Dia 8 – De Albarracín até Valência


Teruel (36.713 habitantes, INE 2024), no século XI, deveria ser apenas um posto avançado, pois veio a se tornar vila apenas no século seguinte com Afonso II. Cidade belíssima, como Patrimônio da Humanidade, é de grande interesse artístico e arquitetônico com suas torres, arcos e portas mudéjar. Quando ali amanhecemos, no entanto, tínhamos o propósito de voltar a Albarracín. Desse modo, passamos pela segunda vez – e em sentido contrário à primeira – pela estonteante serra de Albarracín.



Albarracín (1002 habitantes, INE 2024) foi vila romana (Lobetum), cidade visigótica (Santa María de Oriente) e, nos tempos do Cid, se tornou taifa bérbere, cujo topônimo é derivado de Ibn Razín (filho de Razín). A cidade é declarada Monumento Nacional, em vias de se tornar Patrimônio da Humanidade – e nada mais justo seria. Toda a cidade está encravada num serro de arenito, os Montes Universais, e é banhada pelo rio Guadalaviar. Suas edificações, como ápice da beleza desta cidade, seguem a paleta da montanha, com gesso avermelhado.

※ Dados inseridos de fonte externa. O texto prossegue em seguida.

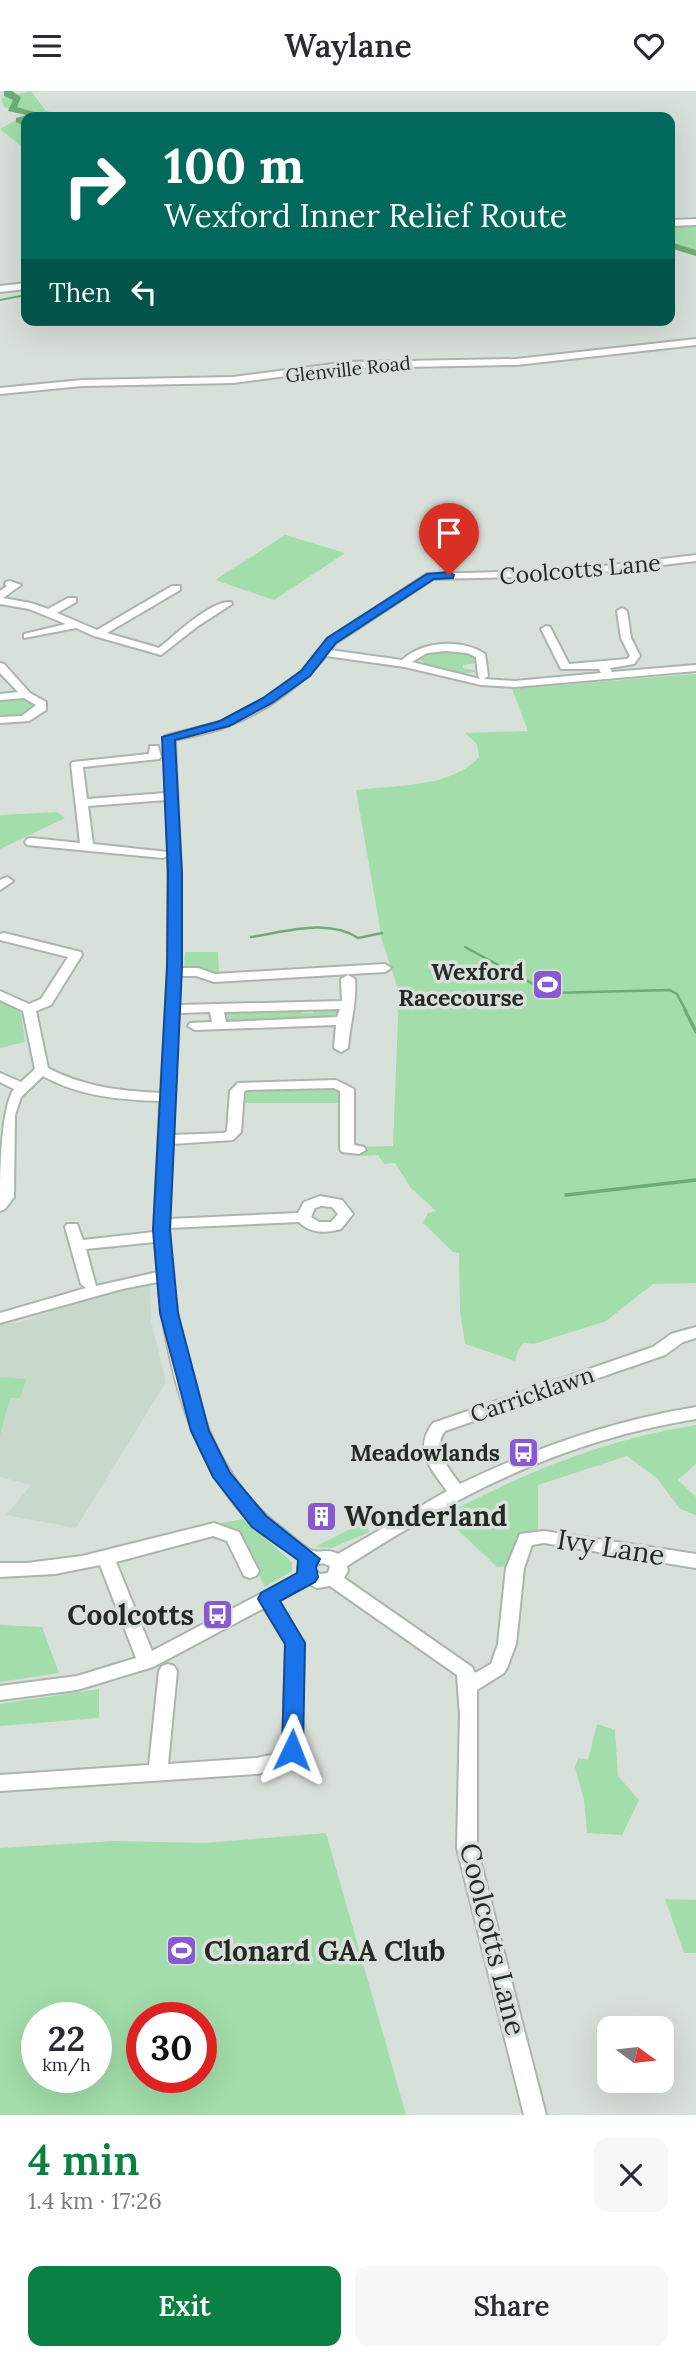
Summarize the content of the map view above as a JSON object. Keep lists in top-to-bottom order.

Catedral del Salvador de Albarracín
Claro está que para fruir tamanha beleza, requer-se muita disposição em subir suas estreitas e íngremes ruas – o que, nesse ponto, se quer imaginávamos.


No Cantar, Albarracín apenas é passagem e pouso para a comitiva do Cid e dos Infantes de Carrión com suas filhas.

Em Santa Maria de Albarracín faziam pousada (v. 2645)
Mas sua participação na vida de Rodrigo Díaz foi bem mais relevante. A taifa passa a lhe pagar tributos a partir de 1088, mas, em 1093, ao saber que o rei de Albarracín tramava com Aragão a tomada de Valência, Cid lança uma forte represália à cidade, quando é gravemente ferido com uma lança no pescoço.
Nesta época, a cidade certamente já estava amuralhada, mas a aparência que exibe hoje data do século XIV. A alcáçava demarca a Albarracín medieval; com seu castelo e sua muralha de onze torres no alto da montanha, foi, por muito tempo inexpugnável.





Depois de visita tão exigente, estávamos todos bastante cansados, mas precisávamos seguir viagem.


Seguimos por Gea de Albarracín até Cella, como as águas do Guadalaviar, canalizadas pela maior obra de engenharia romana da Península, o aqueduto escavado na pedra por cerca de 25 quilômetros, datado do século II, que ainda pode ser observado em algumas partes. Em Cella (2690 habitantes, INE 2024), Cid esperou o contingente que quisesse a ele se unir para a Conquista de Valência, com a promessa de fartas riquezas. Cella desativou o aqueduto romano no século XII, quando inaugura o que ainda hoje é o maior poço artesiano da Europa, com o perímetro de 130 metros e uma vazão de 3.500 litros por segundo, com a qual abastece sete povoados.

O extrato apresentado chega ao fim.